This crafty bird performs unusual snake-like movements and hisses loudly when spooked, inspiring their use in witchcraft to cast spells on wayward lovers. (It’s true.)
The Eurasian wryneck (Jynx torquilla) is a species of wryneck in the woodpecker family known for mimicking forest snakes when threatened by predators. The birds put on quite a bizarre performance, twisting their heads nearly 180 degrees and contorting their necks in a writhing serpent-like fashion. In some circumstances, the bird will play dead, closing its eyes and hanging limply.
This strange behavior led many to believe that the birds were cursed, bringing about back luck or even death. Because of this, they were historically used in witchcraft spells, coining the “jinx” term. Apparently, birds were tied to a piece of string and whirled around to cast the spell.
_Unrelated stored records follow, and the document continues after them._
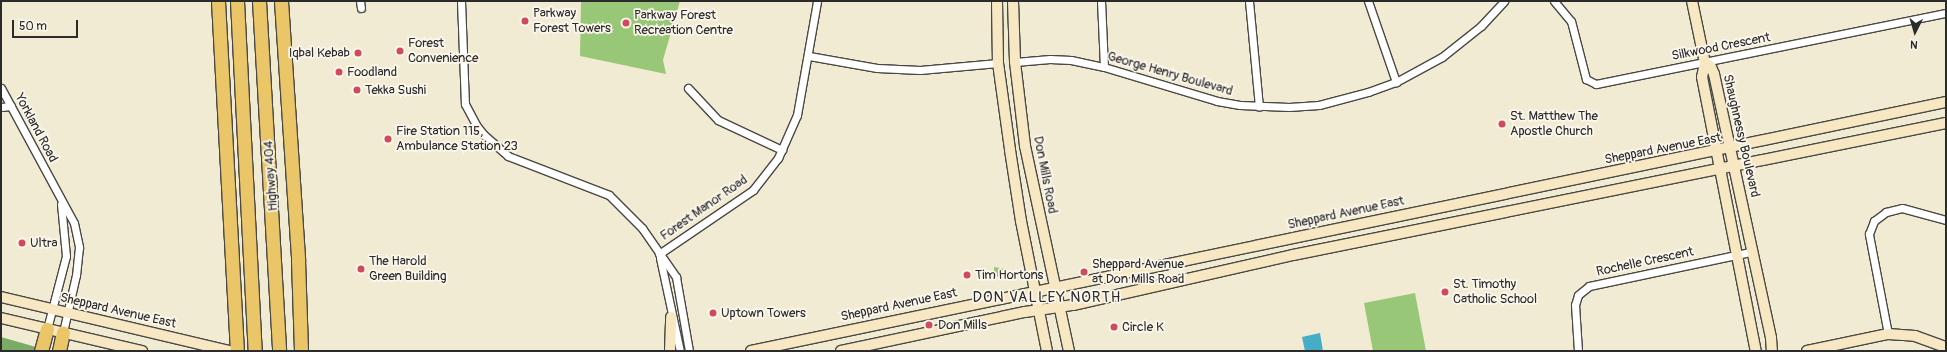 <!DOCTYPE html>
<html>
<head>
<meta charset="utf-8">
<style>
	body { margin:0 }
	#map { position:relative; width:1947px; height:352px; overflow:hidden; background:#f2ebd3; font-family:Pangolin,sans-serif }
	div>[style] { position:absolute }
	.green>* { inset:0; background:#98c877 }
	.forest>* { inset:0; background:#7aac68 }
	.water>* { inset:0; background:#47adc6 }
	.roads { filter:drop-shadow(1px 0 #494844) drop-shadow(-1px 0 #494844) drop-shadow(0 1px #494844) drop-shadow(0 -1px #494844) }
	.street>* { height:7px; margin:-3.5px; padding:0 3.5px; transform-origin:3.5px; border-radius:3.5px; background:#fff }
	.secondary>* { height:10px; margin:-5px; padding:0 5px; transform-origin:5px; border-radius:5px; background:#f7e8c3 }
	.highway>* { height:13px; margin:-6.5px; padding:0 6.5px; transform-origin:6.5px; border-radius:6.5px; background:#eac669 }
	.dots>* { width:11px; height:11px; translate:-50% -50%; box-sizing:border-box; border:2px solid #fbf7ec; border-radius:50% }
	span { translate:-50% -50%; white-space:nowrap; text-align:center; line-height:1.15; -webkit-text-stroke:3.5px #fbf7ec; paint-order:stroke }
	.poi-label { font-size:13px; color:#2b2b2b }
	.left { translate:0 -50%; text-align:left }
	.right { translate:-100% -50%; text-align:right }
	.street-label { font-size:13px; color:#2b2b2b }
	.quarter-label { font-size:15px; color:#2b2b2b; letter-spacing:1px }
	.frame { position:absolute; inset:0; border:2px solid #2b2b2b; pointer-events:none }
	.north { position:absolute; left:1895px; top:12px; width:40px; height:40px; -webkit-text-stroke:3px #fbf7ec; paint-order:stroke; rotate:185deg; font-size:11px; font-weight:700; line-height:16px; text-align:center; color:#2b2b2b }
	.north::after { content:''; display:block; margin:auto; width:14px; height:18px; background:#2b2b2b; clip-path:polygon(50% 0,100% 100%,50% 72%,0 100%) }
	.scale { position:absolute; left:12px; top:20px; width:66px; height:18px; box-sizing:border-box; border:2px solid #2b2b2b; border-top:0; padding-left:5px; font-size:12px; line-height:14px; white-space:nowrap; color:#2b2b2b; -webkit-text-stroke:3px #fbf7ec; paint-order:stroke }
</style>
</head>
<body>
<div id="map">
	<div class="green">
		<i style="clip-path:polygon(581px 1px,680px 1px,663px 60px,666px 74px,580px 56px)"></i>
		<i style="clip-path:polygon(994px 267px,1005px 269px,1004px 278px,994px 276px)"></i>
		<i style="clip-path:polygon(1415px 293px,1426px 351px,1373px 351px,1364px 303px)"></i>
	</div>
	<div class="forest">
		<i style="clip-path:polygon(1px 337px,36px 347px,34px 351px,1px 351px)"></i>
	</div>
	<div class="water">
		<i style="clip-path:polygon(1320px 333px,1323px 351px,1305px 351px,1302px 337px)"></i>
	</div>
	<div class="roads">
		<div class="street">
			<i style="left:360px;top:1px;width:7px;rotate:82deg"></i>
			<i style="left:461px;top:1px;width:103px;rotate:87.8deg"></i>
			<i style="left:465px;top:104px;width:24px;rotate:62deg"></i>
			<i style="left:476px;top:125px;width:13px;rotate:51deg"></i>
			<i style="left:484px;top:135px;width:32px;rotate:41deg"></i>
			<i style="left:508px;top:156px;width:108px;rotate:21.1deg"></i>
			<i style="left:609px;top:195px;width:47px;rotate:45deg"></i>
			<i style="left:642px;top:228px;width:60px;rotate:55.2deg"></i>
			<i style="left:676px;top:277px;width:75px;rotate:80deg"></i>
			<i style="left:1101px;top:1px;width:66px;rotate:87.4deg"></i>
			<i style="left:1249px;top:1px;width:106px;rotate:84.6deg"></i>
			<i style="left:1368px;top:1px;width:86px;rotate:70.9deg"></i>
			<i style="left:1554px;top:1px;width:26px;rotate:50deg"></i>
			<i style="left:1571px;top:21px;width:60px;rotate:75.5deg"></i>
			<i style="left:1586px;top:79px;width:11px;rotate:27deg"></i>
			<i style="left:1596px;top:84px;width:357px;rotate:-11.5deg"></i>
			<i style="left:809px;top:56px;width:69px;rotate:10deg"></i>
			<i style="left:877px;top:68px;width:43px;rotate:2.7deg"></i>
			<i style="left:920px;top:70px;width:78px;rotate:-5.1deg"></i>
			<i style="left:1015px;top:62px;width:35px;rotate:-5deg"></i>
			<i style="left:1050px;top:59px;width:21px;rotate:3deg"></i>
			<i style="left:1071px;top:60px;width:34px;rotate:12deg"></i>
			<i style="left:1104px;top:67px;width:118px;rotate:16.7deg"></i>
			<i style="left:1217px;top:101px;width:23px;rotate:10deg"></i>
			<i style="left:1240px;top:105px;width:49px;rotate:2.3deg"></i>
			<i style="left:1289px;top:107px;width:30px;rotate:-4deg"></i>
			<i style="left:1319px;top:105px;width:51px;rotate:-14.9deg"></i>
			<i style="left:1368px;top:92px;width:30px;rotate:-20deg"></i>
			<i style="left:1396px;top:82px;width:52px;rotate:-28.5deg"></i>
			<i style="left:1442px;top:57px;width:50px;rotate:-38.5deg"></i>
			<i style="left:1481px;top:26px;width:34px;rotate:-47deg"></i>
			<i style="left:1px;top:88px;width:153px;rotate:61.6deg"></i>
			<i style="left:74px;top:223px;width:25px;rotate:78deg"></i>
			<i style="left:79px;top:247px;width:28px;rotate:96deg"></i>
			<i style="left:76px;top:275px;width:58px;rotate:102.8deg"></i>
			<i style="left:688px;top:88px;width:44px;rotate:46.8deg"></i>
			<i style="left:718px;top:120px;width:71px;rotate:25.1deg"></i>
			<i style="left:1px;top:107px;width:10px;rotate:-6deg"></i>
			<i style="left:659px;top:254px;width:114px;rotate:-34.2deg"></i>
			<i style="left:753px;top:190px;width:41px;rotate:-52deg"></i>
			<i style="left:778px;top:158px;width:47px;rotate:-66.2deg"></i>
			<i style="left:797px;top:115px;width:116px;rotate:-80deg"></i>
			<i style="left:660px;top:258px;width:95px;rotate:77.9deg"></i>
			<i style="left:47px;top:329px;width:75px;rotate:-75.4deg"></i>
			<i style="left:66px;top:256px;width:52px;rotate:-95.5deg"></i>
			<i style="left:1888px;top:334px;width:102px;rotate:-100.8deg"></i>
			<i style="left:1869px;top:234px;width:14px;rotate:-69deg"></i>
			<i style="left:1874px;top:221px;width:15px;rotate:-37deg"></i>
			<i style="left:1886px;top:212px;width:16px;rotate:-14deg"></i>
			<i style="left:1902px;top:208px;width:46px;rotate:15.3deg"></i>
			<i style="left:1578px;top:351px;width:46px;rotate:-93.7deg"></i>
			<i style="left:1575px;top:305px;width:10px;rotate:-73deg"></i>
			<i style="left:1578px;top:295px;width:14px;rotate:-39deg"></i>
			<i style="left:1589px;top:286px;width:166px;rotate:-11.9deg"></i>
		</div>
		<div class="secondary">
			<i style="left:997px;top:1px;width:62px;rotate:89.1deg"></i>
			<i style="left:998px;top:63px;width:88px;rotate:82.1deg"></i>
			<i style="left:1010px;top:150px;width:72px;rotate:81.2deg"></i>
			<i style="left:1021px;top:221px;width:133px;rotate:78.7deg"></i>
			<i style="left:1013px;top:1px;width:61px;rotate:88.1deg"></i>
			<i style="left:1015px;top:62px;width:85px;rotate:83.2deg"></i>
			<i style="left:1025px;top:146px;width:210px;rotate:77.9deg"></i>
			<i style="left:1692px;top:1px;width:63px;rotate:78.2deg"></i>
			<i style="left:1705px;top:63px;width:7px;rotate:34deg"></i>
			<i style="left:1711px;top:67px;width:8px;rotate:67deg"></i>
			<i style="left:1714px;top:74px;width:270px;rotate:77.8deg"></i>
			<i style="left:1771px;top:338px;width:13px;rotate:86deg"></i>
			<i style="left:1705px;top:63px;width:14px;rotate:102deg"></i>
			<i style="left:1702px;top:77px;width:279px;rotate:78.9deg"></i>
			<i style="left:1px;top:297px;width:235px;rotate:13.3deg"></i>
			<i style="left:1px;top:318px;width:145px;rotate:13.2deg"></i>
			<i style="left:670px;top:351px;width:34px;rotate:-88deg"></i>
			<i style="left:751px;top:351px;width:1221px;rotate:-11.77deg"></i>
			<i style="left:841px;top:351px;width:188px;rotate:-12deg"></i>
			<i style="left:1025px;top:312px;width:49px;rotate:-8.3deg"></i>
			<i style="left:1073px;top:305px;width:226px;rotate:-12.8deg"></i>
			<i style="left:1293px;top:255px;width:666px;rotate:-11.43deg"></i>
			<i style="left:1807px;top:351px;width:83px;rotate:-11.9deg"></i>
			<i style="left:1888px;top:334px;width:27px;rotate:4deg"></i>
			<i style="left:1915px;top:336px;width:33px;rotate:20deg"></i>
		</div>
		<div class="highway">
			<i style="left:218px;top:1px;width:351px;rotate:86.9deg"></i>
			<i style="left:237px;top:1px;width:350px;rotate:87.1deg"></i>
			<i style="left:259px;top:1px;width:351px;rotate:86.7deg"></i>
			<i style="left:281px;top:1px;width:260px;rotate:86.2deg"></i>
			<i style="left:298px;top:260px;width:91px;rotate:88.1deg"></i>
			<i style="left:41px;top:351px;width:23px;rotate:-75deg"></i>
			<i style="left:59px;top:351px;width:19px;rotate:-78deg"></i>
		</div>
	</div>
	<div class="dots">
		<i style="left:525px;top:21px;background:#d1495b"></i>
		<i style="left:626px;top:23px;background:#d1495b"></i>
		<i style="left:400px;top:51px;background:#d1495b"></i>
		<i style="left:358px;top:53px;background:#d1495b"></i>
		<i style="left:339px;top:72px;background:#d1495b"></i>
		<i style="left:357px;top:90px;background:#d1495b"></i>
		<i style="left:1502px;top:124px;background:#d1495b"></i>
		<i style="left:388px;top:139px;background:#d1495b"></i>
		<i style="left:22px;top:243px;background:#d1495b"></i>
		<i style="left:361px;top:269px;background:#d1495b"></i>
		<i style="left:1084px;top:272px;background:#d1495b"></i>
		<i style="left:967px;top:275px;background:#d1495b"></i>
		<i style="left:1445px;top:292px;background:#d1495b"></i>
		<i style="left:713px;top:313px;background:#d1495b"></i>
		<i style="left:929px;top:325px;background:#d1495b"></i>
		<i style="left:1114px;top:327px;background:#d1495b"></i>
	</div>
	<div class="poi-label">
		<span class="left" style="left:533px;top:21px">Parkway<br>Forest Towers</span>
		<span class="left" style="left:634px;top:23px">Parkway Forest<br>Recreation Centre</span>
		<span class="left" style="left:408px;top:51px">Forest<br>Convenience</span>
		<span class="right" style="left:350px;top:53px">Iqbal Kebab</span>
		<span class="left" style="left:347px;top:72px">Foodland</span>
		<span class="left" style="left:365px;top:90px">Tekka Sushi</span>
		<span class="left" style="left:1510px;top:124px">St. Matthew The<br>Apostle Church</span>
		<span class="left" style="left:396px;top:139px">Fire Station 115,<br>Ambulance Station 23</span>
		<span class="left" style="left:30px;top:243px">Ultra</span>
		<span class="left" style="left:369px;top:269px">The Harold<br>Green Building</span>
		<span class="left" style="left:1092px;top:272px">Sheppard Avenue<br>at Don Mills Road</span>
		<span class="left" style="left:975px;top:275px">Tim Hortons</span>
		<span class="left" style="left:1453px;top:292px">St. Timothy<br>Catholic School</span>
		<span class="left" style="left:721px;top:313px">Uptown Towers</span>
		<span class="left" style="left:938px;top:325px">Don Mills</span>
		<span class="left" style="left:1122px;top:327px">Circle K</span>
	</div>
	<div class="street-label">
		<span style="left:1721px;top:47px;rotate:-11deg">Silkwood Crescent</span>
		<span style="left:1170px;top:74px;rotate:16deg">George Henry Boulevard</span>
		<span style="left:36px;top:128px;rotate:62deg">Yorkland Road</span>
		<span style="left:1741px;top:136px;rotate:77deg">Shaughnessy Boulevard</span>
		<span style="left:1663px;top:149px;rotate:-11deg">Sheppard Avenue East</span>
		<span style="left:1045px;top:175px;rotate:79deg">Don Mills Road</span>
		<span style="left:271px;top:176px;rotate:-94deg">Highway 404</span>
		<span style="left:704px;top:208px;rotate:-35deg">Forest Manor Road</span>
		<span style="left:1346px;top:213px;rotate:-12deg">Sheppard Avenue East</span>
		<span style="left:1645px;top:262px;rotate:-12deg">Rochelle Crescent</span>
		<span style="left:899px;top:305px;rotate:-12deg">Sheppard Avenue East</span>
		<span style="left:118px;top:311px;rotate:13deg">Sheppard Avenue East</span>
	</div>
	<div class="quarter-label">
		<span style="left:1047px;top:298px">DON VALLEY NORTH</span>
	</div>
	<div class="frame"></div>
	<div class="north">N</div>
	<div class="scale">50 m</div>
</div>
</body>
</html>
Despite their remarkable moves and reputation, these guys are not particularly noteworthy in appearance, with long, elongated bodies covered in mottled shades of brown and black.
Nesting in crevices or holes conveniently already constructed by other animals, wrynecks feast on ants and other insects they find on the ground or in decaying wood.
Wrynecks are migratory in nature, breeding in temperate Europe and Asia and wintering in tropical Africa and southern Asia. The birds tend to favor certain areas for their access to access to large numbers of insets, and will cultivate specific habitats year after year.
Thankfully, Eurasian wrynecks currently have steady populations so we can be mesmerized by their moves for years to come.